Wally Swist’s books include Huang Po and the Dimensions of Love (Southern Illinois University Press, 2012); The Daodejing: An Interpretation, with David Breeden and Steven Schroeder (Lamar University Press, 2015); and Invocation (Lamar University Press, 2015). Some of his new poems appear in Commonweal and North American Review. Garrison Keillor recently read one his poems on the daily radio program The Writer’s Almanac.
A Holiday Menu: Respite and Cheer
French apple pie and Morello cherries in yogurt,
with perked coffee offer an auspicious
beginning to Christmas Day. Lunch is elegant:
one half of a melted brie and bacon sandwich
on multigrain (saving the other half for later);
Kalamata olives, a small bowl of steaming
turkey gumbo, with a glass of Montepulciano—
and for dinner, a plate of herb-roasted turkey;
shallot pan gravy; a serving of that benevolent
root vegetable, squash; the sturdy and earthy
prince of the field, turnip; and crowned with
the prize of the holiday season, pearl onions
in cream sauce; with a glass of Bordeaux,
(2009 and 2010) were fine years for pressing
grapes into the heady and delicious taste of this
fine French red—heavenly fare for a princess or
a poet, a porter or a private detective, such as
Hercule Poirot, whose Christmas is made
perfect with a kilo of Belgian chocolates, a
good book, and a host of carols on the radio.
Lunch Poem
in memory of Frank O’Hara
NPR reports this morning that Putin strong-arms
his political minions at their weekly meetings
and that Russians admire the ethos of gangster
culture, and I have returned from Whole Foods,
with some specialties on the gift card I was
given for Christmas. I think about the young
black men shot in Ferguson and Berkeley,
Missouri—separate incidents, although what
does the rest of the world take from carnage
such as this? Is America viewed as a nation
that openly shoots their blacks and Latinos
in the streets, and what of Citizen United’s
plutocratic and insidious subtext slipping
through their messages that loudly endorse
such neo-fascist antics? My thoughts breaking
through these clouds as does the sun this
overly-warm day after Christmas, just another
example of climate change, as I make lunch:
multigrain baguette with sautéed sweet onions
(thank you, Pablo Neruda), spread with
goat cheese au herb de Provence on one side
and brie on the other, with a touch of grey
Poupon, and a side of Kalamatas, and leftover
fries refried in olive oil; finished off with
one of the chocolate Biscotti a friend of mine
made a gift of for the holiday. What to guess of
things to come, Frank, these last days before
New Year, with my long drought between
freelance writing jobs, and the world veritably
aflame from cut-throat ISIS-held Iraq to
the elderly British woman beheaded as she
lovingly worked her spade in her garden,
then what of the Taliban murdering school
children after telling them to say their prayers
and setting their teachers on fire.

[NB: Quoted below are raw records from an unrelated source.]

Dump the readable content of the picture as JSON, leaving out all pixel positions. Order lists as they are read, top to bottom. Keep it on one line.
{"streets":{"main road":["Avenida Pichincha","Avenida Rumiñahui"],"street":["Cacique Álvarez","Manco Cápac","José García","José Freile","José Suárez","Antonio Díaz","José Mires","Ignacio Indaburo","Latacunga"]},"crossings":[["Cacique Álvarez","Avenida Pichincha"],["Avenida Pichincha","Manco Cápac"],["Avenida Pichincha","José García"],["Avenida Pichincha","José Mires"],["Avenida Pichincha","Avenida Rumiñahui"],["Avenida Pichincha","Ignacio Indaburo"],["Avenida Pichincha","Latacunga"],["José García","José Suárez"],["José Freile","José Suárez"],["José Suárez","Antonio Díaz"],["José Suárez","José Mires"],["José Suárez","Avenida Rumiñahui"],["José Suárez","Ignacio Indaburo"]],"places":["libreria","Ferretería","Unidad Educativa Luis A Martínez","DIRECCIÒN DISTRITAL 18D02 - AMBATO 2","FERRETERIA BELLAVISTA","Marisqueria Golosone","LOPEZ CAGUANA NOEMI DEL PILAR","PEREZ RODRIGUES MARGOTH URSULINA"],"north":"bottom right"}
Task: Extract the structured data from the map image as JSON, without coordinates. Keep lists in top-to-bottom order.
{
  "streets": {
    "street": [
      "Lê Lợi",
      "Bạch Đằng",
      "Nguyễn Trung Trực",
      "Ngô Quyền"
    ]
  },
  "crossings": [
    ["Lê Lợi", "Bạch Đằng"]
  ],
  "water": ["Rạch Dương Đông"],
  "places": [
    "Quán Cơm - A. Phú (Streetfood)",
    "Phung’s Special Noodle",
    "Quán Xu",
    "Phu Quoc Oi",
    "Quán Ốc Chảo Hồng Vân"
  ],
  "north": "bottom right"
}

What have
we come to, Frank, inhabitants of a global
village standing on the proverbial precipice,
the brink of void, the very edge of the undertow—
as I wrap the other half of my sandwich,
so I can rationalize spending the money
on the salmon and lentils I will make for dinner,
taking delight in the sunshine on this last
Friday of December, savoring
the memory of having read your
Lunch Poems when I was a young man,
and walking to Whitlock’s
Typewriter Shop on my lunch break
from Book World, in New Haven, where
I was a clerk, to take a chair
at the Remington on the table
in the front window, to type a poem of my
own, students changing classes in throngs,
the click of those keys now heard by
me decades later, grateful to have lunched
with you and your poems, fully aware
about why lunch of simple baguette and
goat cheese is nothing less than recherché.
Atavistic
I remember, as a young man,
just 19, driving cross-country
a la Neil and Jack, and after traversing
the rolling plains of eastern Colorado,
coming to a rise, and upon cresting
that rise were the sprawling lights
and the geometric grid of Denver.
It was so shocking after my following
the darkness of the macadam and driving
all night that I needed to pull off the road
and to just breathe it all in. It was a lot
for a kid who wasn’t quite prepared for
the world but who was eager to go head
to head with its largesse and its sublimity.
Shrapnel
I know you referred to me as Walter last night
in a jocular fashion. Although I will share
with you that my legal name has nothing but
horrors associated with it. After my mother
died, when I was 8, my father remarried, and
the marriage was a concatenation of one evil act
after another. People who have moved into that
house we lived in have long reported of strange
psychic occurrences: globes spinning by themselves,
the poking of unseen prongs beneath mattresses,
an intermittent mournful keening. My stepmother,
an alcoholic, would either lock me in the basement,
or out of the house itself, for reasons as ludicrous
as playing basketball in the rain, or my having
run track after school (I would sleep on a chum’s
darkroom bench during the week). My stepmother
who refused to call me Wally, only referred to me
as Walter, with a malevolent intonation, a perverse
Bette Davis bitchiness. My hearing the name Walter
carries an amount of PTSD with it. When you referred
to me as Walter last night, it was only on the second
occasion of your using the name did I respond,
in some shock. For me, the name Walter explodes like
a bomb and fills the air with psychological shrapnel.
The Mourning Dove
The women are impossible, if not heartless.
Whatever they are seeking that they might find
in you, and do, they then either seek something
else or find fault with what they have found.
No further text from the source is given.